Comme si je continuais à aller au théâtre
Comme si j’écrivais des critiques
Comme si d’hypothétiques lecteurs finiraient par les lire !…
Comme si…
Je fais même comme si… de rien n’était ! et continue ainsi mes vagabondages théâtraux, faisant mine de parler de ci, de ça, des mille et une « futilités » de ce qui n’est plus qu’un lointain souvenir enfoui au plus profond de ma mémoire : la représentation théâtrale in vivo et ses à-côtés. Tout le monde fait comme si, et pour un peu nous serions « tellement heureux » de nous retrouver dans des salles au 4/5e vide entre quatre collègues, cinq programmateurs et six amis du metteur en scène et des comédiens, à assister à un spectacle dit vivant, bien loin des ersatz filmés, mis en ligne en vidéo, en streaming, etc. C’est l’ère de la contrefaçon, celle qui consiste à faire passer des vessies pour des lanternes. On se console comme on peut.

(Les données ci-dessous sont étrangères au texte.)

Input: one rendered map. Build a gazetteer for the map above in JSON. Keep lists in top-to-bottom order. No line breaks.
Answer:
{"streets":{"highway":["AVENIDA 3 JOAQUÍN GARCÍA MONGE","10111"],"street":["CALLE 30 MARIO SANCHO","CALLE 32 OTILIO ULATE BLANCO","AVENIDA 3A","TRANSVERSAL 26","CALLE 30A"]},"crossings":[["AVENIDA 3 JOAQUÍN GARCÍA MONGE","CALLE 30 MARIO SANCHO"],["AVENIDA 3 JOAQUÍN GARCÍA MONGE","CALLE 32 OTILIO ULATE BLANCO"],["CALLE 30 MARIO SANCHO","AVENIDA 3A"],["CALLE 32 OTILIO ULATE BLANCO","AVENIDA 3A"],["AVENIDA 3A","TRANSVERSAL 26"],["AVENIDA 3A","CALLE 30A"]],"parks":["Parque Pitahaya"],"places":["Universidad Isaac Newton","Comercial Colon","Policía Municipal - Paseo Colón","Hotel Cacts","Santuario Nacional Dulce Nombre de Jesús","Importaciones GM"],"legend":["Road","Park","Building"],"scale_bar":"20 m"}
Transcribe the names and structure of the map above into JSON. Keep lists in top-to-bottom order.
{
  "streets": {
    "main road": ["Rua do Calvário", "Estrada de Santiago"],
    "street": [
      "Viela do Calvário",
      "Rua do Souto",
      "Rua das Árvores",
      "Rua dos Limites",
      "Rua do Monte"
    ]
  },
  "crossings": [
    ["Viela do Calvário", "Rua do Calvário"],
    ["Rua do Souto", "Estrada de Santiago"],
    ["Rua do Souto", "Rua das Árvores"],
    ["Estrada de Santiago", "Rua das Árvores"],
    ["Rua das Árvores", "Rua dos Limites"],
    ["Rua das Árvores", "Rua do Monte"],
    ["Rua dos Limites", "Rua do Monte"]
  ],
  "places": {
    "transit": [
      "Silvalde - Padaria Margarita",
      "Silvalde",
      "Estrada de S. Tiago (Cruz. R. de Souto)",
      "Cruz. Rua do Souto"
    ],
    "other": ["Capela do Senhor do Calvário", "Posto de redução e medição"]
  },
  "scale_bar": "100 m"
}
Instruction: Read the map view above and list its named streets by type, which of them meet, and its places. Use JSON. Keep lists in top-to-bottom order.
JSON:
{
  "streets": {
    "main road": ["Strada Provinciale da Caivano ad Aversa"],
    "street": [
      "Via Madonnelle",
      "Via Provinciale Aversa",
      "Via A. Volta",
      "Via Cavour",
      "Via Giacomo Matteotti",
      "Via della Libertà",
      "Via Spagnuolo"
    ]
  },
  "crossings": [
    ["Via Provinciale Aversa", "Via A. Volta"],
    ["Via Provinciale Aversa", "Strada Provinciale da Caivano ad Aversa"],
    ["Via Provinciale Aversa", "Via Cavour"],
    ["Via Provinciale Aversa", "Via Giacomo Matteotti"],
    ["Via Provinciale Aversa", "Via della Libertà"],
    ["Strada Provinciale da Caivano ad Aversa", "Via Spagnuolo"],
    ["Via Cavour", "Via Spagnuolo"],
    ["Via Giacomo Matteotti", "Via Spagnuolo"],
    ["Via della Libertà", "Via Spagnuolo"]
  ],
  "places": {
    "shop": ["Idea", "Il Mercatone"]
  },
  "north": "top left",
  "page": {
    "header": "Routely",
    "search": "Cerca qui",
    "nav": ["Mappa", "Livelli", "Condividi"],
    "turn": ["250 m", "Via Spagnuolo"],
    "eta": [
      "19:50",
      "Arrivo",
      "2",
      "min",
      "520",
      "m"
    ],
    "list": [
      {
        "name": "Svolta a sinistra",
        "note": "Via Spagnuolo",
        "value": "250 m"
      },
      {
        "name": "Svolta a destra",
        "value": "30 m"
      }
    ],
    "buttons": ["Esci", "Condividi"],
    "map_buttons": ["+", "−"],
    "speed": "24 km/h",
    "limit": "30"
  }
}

À ce stade, et à tout prendre, il vaudrait mieux encore s’exercer à un autre jeu (je l’ai fait autrefois) celui des « Je me souviens », à la Georges Perec, plaisante et ludique tentative pour plonger dans notre mémoire théâtrale. Mais foin de nostalgie, n’est-ce pas ? Il nous faut vivre le présent, le nez dans la pandémie et devant les portes closes des théâtres. En attendant nous sommes devenus des guetteurs, des fois que lesdites portes s’entrebâilleraient, annonce d’une prochaine ouverture… Guetteurs attentifs du moindre signe de reprise des mauvaises habitudes, celle d’aller au théâtre voir des spectacles qui n’en valent pas toujours la peine, mais au moins est-ce à nous d’en juger ! Nous guettons, comme certains ont l’œil rivé sur le thermomètre, pour savoir si tel ou tel festival a une petite chance de pouvoir se tenir (peu importe comment d’ailleurs) : invraisemblable suspense.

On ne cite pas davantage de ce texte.